* _What you need to do_:
In the entries that follow, find each line with the word "nowrap" and copy it.

(Saved data entries)
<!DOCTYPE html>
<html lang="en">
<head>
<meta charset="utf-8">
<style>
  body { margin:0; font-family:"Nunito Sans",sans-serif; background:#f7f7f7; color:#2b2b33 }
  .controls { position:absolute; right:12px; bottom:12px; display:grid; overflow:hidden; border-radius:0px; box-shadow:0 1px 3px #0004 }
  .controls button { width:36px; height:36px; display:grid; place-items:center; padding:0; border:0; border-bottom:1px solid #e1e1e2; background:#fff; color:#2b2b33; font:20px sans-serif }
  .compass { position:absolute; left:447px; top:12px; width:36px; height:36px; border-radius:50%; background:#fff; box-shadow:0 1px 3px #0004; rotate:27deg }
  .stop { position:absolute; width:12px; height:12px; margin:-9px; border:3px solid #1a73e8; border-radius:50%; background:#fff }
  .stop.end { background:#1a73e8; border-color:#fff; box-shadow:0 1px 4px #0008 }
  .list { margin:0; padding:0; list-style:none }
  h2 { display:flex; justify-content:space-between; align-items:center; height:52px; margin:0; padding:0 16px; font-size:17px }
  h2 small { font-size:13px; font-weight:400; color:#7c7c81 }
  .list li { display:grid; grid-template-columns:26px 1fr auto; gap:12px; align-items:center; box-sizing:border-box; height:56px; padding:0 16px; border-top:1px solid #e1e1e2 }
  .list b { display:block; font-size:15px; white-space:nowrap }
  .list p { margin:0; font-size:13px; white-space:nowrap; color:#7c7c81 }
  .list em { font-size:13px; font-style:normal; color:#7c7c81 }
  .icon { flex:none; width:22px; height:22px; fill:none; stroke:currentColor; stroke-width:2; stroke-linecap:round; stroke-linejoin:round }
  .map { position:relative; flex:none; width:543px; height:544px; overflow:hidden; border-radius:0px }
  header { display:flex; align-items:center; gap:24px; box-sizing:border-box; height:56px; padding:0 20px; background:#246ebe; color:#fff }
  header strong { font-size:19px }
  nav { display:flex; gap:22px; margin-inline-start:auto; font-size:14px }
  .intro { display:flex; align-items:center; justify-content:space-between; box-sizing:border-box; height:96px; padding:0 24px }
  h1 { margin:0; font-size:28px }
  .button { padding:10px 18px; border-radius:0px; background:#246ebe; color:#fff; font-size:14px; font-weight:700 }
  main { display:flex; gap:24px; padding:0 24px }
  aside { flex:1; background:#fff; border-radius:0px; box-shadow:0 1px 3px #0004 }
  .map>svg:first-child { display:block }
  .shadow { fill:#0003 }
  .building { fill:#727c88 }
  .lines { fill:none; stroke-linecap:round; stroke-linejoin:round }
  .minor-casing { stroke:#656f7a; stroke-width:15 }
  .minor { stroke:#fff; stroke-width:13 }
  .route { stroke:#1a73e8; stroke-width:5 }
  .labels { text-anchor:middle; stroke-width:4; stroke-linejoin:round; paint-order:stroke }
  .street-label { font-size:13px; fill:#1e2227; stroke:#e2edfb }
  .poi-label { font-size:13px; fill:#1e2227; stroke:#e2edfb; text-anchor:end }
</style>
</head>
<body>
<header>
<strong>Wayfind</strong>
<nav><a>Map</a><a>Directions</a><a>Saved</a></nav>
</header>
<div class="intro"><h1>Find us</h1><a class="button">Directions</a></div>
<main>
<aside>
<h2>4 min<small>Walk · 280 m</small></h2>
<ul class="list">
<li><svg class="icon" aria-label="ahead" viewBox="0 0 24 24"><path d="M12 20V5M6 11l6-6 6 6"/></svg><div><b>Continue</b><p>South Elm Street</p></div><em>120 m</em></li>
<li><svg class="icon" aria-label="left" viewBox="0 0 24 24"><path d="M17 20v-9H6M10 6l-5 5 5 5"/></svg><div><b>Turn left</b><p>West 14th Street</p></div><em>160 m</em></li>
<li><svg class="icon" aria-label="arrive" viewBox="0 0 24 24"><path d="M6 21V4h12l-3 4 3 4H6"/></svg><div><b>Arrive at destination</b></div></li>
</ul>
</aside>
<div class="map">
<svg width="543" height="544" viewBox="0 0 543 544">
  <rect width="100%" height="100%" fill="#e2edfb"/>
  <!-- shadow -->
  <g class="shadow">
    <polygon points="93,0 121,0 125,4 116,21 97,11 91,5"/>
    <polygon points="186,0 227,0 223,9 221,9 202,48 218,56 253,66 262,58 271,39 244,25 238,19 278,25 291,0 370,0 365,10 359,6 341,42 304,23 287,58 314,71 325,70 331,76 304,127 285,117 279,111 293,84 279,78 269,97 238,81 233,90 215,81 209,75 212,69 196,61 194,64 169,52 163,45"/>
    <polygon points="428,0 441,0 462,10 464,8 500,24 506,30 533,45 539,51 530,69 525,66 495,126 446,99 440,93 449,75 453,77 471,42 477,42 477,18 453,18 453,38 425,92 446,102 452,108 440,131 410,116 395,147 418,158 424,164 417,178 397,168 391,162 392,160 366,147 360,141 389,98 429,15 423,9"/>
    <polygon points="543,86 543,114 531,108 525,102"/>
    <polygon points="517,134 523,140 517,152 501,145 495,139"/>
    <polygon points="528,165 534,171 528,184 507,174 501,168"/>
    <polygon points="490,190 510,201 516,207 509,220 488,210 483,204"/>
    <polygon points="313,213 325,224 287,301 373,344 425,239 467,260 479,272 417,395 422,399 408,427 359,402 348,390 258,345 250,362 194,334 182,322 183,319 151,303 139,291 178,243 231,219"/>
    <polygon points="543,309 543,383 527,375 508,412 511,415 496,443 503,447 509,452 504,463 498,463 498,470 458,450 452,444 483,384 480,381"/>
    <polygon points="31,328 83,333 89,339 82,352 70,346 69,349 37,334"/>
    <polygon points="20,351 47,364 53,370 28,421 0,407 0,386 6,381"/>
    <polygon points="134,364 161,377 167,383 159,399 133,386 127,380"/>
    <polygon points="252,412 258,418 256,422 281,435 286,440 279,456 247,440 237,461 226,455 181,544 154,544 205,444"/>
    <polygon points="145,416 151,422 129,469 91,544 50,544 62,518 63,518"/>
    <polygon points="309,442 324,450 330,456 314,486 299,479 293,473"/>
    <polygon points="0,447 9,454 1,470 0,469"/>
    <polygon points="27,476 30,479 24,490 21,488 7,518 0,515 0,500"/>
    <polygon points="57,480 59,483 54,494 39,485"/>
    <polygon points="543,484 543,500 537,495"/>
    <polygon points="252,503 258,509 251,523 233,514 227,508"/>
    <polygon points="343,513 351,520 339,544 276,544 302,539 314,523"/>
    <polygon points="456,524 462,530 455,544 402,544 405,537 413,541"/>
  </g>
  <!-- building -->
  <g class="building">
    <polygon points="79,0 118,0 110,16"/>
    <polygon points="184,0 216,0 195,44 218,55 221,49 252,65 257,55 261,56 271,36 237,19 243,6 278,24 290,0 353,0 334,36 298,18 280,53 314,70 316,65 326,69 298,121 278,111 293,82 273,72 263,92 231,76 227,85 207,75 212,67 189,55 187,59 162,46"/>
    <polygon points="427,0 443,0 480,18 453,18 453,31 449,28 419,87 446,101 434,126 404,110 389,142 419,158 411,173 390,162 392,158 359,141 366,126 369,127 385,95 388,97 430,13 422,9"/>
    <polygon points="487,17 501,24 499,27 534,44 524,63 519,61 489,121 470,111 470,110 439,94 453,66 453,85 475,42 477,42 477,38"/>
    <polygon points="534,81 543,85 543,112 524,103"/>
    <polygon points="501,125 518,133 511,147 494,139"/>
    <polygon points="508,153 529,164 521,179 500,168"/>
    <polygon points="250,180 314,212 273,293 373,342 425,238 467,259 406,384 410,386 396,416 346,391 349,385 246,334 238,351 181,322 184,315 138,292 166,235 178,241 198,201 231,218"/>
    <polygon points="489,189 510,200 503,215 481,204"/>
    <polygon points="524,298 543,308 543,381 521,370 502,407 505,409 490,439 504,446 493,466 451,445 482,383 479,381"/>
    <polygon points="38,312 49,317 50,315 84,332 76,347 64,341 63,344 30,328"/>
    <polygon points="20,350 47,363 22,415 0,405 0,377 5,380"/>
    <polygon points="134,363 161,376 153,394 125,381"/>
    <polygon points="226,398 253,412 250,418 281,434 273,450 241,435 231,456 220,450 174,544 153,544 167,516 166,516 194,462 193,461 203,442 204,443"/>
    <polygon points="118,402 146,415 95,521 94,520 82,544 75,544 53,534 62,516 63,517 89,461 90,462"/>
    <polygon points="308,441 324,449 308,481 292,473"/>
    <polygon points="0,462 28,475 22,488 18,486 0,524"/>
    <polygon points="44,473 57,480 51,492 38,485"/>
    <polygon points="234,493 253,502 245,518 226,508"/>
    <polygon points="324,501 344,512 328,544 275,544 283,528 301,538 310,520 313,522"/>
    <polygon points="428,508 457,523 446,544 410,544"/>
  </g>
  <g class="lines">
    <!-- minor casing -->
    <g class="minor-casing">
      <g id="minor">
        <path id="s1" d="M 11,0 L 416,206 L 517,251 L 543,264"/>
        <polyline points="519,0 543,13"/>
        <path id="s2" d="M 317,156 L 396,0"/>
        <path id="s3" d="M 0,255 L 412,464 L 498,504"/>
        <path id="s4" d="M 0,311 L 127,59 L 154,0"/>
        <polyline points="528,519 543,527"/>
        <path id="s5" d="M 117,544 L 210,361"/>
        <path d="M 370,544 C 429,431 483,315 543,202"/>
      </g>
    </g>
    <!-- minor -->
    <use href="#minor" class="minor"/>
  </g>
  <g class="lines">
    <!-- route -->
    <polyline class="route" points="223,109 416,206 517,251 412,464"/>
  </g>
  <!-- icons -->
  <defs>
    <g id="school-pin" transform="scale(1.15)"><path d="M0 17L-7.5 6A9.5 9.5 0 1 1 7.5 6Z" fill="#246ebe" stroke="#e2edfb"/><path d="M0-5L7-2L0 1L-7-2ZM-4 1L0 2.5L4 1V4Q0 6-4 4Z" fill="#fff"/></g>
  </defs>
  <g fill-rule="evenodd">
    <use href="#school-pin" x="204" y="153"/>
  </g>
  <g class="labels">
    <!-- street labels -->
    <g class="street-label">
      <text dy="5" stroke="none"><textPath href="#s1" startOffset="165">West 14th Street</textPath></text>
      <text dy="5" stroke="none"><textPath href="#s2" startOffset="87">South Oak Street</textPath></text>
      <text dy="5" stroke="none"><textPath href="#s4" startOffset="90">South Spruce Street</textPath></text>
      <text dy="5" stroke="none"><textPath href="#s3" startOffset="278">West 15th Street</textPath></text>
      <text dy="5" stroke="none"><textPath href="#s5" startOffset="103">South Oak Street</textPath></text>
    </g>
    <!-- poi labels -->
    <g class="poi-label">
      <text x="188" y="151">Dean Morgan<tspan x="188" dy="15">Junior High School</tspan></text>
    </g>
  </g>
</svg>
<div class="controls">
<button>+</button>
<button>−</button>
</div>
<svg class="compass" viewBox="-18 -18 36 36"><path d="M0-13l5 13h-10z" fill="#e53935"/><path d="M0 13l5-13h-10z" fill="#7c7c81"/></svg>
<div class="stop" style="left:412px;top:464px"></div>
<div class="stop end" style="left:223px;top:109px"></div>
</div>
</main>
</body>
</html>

* _Exercise answer_:
  .list b { display:block; font-size:15px; white-space:nowrap }
  .list p { margin:0; font-size:13px; white-space:nowrap; color:#7c7c81 }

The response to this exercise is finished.